M. [C] [G], né le [Date naissance 2] 1977 à [Localité 21] (74) et Mme [Y] [E], née le [Date naissance 11] 1975 à [Localité 16] (38) ont vécu en concubinage.

Le couple a eu trois enfants.

Suivant acte notarié établi par Me [D] en date du 13 juillet 2011, M. [C] [G] et Mme [Y] [E] ont acquis un bien immobilier sis [Adresse 3] à [Localité 21], cadastré section C n°[Cadastre 10], moyennant le prix de 360 000 euros, à concurrence d'un quart pour M. [C] [G] et de trois quarts pour Mme [Y] [E]. Cet acte contient une clause intitulée 'conditions particulières' en page 4 rédigée en ces termes: 'il est expressément convenu entre les acquéreurs aux présentes qu'un acte rectificatif sera établi entre eux et à leurs frais en vue de revoir la quote-part de copropriété de chacun et de la fixer à concurrence d'une moitié indivise chacun dès lors que M. [C] [G] aura payé à Mme [Y] [E] la somme de 180000 euros.'

Une attestation de vente du bien a été établie par Me [D] le 13 juillet 2011 mentionnant les quotités d'acquisition en indivision par moitié. Une attestation notariée du 26 août 2011 mentionne que Mme [Y] [E] et M. [C] [G] ont respectivement acquis la propriété du bien à concurrence de trois quarts pour la première et d'un quart pour le second.

Pour financer l'acquisition du bien, Mme [Y] [E] a souscrit un prêt relais auprès de la [13] sous le n°545094 pour un montant de 350 000 euros.

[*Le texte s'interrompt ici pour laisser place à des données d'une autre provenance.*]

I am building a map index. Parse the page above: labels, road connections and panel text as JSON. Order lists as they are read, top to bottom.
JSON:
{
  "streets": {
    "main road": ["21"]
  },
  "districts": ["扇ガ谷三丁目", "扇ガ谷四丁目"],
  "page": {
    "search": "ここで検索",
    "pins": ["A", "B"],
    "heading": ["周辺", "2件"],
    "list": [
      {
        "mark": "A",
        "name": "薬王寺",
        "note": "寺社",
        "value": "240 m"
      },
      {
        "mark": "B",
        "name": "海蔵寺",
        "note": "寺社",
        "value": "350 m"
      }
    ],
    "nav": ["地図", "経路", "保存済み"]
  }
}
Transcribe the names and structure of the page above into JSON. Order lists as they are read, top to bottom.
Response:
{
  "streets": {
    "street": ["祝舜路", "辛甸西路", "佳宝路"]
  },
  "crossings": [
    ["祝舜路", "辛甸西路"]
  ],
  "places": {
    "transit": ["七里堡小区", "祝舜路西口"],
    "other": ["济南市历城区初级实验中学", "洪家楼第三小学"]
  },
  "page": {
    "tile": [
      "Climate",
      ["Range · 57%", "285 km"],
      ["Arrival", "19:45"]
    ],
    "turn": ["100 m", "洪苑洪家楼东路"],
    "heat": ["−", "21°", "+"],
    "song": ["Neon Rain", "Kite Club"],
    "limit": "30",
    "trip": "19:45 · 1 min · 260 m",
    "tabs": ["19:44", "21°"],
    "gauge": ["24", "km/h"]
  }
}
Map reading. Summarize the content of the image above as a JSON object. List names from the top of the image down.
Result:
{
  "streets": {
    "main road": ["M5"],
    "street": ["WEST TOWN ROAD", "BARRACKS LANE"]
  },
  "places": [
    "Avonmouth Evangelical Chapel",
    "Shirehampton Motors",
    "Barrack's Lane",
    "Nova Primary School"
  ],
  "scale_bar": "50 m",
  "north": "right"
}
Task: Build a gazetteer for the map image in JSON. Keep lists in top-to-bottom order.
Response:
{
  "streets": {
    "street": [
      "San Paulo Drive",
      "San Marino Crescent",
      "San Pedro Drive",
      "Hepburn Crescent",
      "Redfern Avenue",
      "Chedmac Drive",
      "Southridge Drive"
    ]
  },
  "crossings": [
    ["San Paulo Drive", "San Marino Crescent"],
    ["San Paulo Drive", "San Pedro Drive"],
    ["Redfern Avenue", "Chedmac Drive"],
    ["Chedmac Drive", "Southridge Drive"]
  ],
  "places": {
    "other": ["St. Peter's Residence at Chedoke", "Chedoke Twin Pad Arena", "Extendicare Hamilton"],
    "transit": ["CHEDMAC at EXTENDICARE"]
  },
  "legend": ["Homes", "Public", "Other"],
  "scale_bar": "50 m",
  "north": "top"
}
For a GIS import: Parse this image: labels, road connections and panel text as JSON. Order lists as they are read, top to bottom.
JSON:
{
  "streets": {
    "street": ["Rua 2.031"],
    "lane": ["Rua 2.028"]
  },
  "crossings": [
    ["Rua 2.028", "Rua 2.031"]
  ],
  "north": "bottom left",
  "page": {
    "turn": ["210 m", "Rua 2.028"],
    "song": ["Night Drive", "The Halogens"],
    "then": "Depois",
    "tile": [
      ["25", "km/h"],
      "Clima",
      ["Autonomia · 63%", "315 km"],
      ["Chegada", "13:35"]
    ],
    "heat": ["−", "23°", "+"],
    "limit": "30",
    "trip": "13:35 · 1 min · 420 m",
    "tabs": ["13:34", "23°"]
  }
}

M. [C] [G] s'est porté caution solidaire de ce prêt.

M. [C] [G] et Mme [Y] [E] ont ensuite réalisé d'importants travaux dans le bien.

Par courrier en date du 2 mai 2018, à la suite de la séparation du couple, M. [C] [G] a proposé à Mme [Y] [E] de racheter ses droits dans l'ensemble immobilier indivis.

Un rapport d'expertise a été établi le 12 mars 2019 par M. [A].

Par un acte d'huissier en date du 19 mars 2019, M. [C] [G] a fait assigner Mme [Y] [E] devant le tribunal de grande instance de Bonneville aux fins de partage judiciaire.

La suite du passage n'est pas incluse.